• **WHAT THIS TASK INVOLVES**:
In the entries below, find the line with "Detect all text" and print exactly every line from there up to and including the line with "I need the bounding", with no other lines.

▬▬▬▬▬▬

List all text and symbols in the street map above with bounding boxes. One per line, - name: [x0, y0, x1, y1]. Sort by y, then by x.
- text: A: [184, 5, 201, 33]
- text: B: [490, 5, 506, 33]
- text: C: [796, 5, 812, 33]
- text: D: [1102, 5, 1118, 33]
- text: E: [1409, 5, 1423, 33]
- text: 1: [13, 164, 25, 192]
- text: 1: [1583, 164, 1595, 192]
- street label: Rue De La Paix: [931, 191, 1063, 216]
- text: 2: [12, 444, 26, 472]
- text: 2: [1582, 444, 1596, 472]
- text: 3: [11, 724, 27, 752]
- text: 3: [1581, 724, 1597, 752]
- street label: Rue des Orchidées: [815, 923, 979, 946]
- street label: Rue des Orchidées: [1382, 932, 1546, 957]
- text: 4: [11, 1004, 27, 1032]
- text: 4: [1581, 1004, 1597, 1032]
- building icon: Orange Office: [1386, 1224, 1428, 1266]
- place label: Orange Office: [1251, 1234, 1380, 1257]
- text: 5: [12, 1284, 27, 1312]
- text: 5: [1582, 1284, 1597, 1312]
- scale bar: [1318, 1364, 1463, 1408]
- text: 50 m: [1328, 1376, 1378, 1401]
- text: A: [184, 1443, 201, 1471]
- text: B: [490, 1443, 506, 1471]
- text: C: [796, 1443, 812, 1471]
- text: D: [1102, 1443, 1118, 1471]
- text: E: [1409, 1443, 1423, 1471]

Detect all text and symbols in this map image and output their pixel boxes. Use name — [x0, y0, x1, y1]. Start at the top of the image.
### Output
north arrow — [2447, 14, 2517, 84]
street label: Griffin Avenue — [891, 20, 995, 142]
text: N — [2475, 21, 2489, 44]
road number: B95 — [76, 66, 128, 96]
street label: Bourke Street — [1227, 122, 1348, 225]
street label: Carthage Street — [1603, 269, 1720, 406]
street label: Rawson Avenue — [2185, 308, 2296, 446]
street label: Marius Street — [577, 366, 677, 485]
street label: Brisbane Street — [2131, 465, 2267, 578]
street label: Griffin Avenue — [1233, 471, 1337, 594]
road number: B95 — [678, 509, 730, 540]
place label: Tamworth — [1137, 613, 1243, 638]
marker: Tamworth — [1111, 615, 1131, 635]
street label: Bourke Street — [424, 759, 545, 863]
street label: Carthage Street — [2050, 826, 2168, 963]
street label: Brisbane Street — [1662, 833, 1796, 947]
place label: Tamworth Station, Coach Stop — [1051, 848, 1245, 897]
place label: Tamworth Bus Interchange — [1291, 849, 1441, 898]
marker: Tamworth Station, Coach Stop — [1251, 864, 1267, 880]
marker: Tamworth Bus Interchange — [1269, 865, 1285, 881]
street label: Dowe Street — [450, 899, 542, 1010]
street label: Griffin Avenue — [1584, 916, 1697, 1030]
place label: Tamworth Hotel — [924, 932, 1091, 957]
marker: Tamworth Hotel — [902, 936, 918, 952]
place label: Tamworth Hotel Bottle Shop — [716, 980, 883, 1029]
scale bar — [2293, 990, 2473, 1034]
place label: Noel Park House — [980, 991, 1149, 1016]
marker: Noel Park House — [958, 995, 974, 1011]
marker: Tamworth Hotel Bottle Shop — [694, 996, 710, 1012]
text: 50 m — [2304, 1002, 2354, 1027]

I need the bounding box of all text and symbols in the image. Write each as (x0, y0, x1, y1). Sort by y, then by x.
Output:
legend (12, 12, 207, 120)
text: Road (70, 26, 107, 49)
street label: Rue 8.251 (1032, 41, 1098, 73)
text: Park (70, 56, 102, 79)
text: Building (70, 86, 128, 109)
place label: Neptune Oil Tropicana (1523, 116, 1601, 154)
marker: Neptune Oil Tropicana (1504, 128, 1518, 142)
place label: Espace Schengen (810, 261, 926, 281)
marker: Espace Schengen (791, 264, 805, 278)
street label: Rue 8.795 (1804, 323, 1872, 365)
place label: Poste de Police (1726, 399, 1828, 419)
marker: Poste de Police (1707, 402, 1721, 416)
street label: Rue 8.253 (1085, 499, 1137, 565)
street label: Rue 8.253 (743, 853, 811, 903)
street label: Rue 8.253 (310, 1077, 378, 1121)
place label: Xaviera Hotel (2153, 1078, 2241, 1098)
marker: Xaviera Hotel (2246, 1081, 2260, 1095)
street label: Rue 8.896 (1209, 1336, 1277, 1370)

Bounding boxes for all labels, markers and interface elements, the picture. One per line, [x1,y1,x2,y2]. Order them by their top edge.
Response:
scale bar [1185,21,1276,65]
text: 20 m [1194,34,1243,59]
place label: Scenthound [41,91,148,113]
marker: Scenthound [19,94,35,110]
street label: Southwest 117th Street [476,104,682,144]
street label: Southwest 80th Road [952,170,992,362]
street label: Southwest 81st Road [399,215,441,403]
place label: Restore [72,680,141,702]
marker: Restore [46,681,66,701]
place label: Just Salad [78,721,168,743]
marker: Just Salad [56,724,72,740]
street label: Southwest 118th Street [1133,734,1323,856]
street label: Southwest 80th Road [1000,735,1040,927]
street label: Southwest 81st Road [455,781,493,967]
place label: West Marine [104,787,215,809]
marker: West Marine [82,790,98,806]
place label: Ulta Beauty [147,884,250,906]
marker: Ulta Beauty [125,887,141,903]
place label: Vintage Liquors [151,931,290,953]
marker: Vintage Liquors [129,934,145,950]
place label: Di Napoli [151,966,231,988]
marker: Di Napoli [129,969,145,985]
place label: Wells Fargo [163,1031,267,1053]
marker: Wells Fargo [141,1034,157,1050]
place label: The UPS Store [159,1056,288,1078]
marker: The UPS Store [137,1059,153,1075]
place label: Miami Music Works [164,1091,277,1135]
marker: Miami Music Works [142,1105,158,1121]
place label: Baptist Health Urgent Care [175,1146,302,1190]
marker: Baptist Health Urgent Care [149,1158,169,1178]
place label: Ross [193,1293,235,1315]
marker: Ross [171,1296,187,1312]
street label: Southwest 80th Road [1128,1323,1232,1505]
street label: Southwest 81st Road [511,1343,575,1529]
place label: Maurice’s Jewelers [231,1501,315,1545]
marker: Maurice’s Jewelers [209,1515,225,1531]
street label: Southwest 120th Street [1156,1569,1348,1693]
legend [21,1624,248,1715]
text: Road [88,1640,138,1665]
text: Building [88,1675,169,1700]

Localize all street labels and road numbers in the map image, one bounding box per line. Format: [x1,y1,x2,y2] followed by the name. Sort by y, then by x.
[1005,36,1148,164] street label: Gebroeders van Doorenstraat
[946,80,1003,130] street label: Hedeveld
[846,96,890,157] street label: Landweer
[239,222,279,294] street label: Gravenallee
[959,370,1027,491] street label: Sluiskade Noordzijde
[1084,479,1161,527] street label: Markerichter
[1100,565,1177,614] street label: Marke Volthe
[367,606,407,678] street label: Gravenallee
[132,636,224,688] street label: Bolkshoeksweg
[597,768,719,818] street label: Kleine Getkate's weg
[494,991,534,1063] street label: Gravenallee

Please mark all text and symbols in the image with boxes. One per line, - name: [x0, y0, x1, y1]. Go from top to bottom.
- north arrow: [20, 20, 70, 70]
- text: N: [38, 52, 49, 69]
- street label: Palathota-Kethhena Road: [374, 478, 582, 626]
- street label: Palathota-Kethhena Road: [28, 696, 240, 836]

▬▬▬▬▬▬

• **ANSWER TO THIS PROBLEM**:
Detect all text and symbols in this map image and output their pixel boxes. Use name — [x0, y0, x1, y1]. Start at the top of the image.
### Output
north arrow — [2447, 14, 2517, 84]
street label: Griffin Avenue — [891, 20, 995, 142]
text: N — [2475, 21, 2489, 44]
road number: B95 — [76, 66, 128, 96]
street label: Bourke Street — [1227, 122, 1348, 225]
street label: Carthage Street — [1603, 269, 1720, 406]
street label: Rawson Avenue — [2185, 308, 2296, 446]
street label: Marius Street — [577, 366, 677, 485]
street label: Brisbane Street — [2131, 465, 2267, 578]
street label: Griffin Avenue — [1233, 471, 1337, 594]
road number: B95 — [678, 509, 730, 540]
place label: Tamworth — [1137, 613, 1243, 638]
marker: Tamworth — [1111, 615, 1131, 635]
street label: Bourke Street — [424, 759, 545, 863]
street label: Carthage Street — [2050, 826, 2168, 963]
street label: Brisbane Street — [1662, 833, 1796, 947]
place label: Tamworth Station, Coach Stop — [1051, 848, 1245, 897]
place label: Tamworth Bus Interchange — [1291, 849, 1441, 898]
marker: Tamworth Station, Coach Stop — [1251, 864, 1267, 880]
marker: Tamworth Bus Interchange — [1269, 865, 1285, 881]
street label: Dowe Street — [450, 899, 542, 1010]
street label: Griffin Avenue — [1584, 916, 1697, 1030]
place label: Tamworth Hotel — [924, 932, 1091, 957]
marker: Tamworth Hotel — [902, 936, 918, 952]
place label: Tamworth Hotel Bottle Shop — [716, 980, 883, 1029]
scale bar — [2293, 990, 2473, 1034]
place label: Noel Park House — [980, 991, 1149, 1016]
marker: Noel Park House — [958, 995, 974, 1011]
marker: Tamworth Hotel Bottle Shop — [694, 996, 710, 1012]
text: 50 m — [2304, 1002, 2354, 1027]

I need the bounding box of all text and symbols in the image. Write each as (x0, y0, x1, y1). Sort by y, then by x.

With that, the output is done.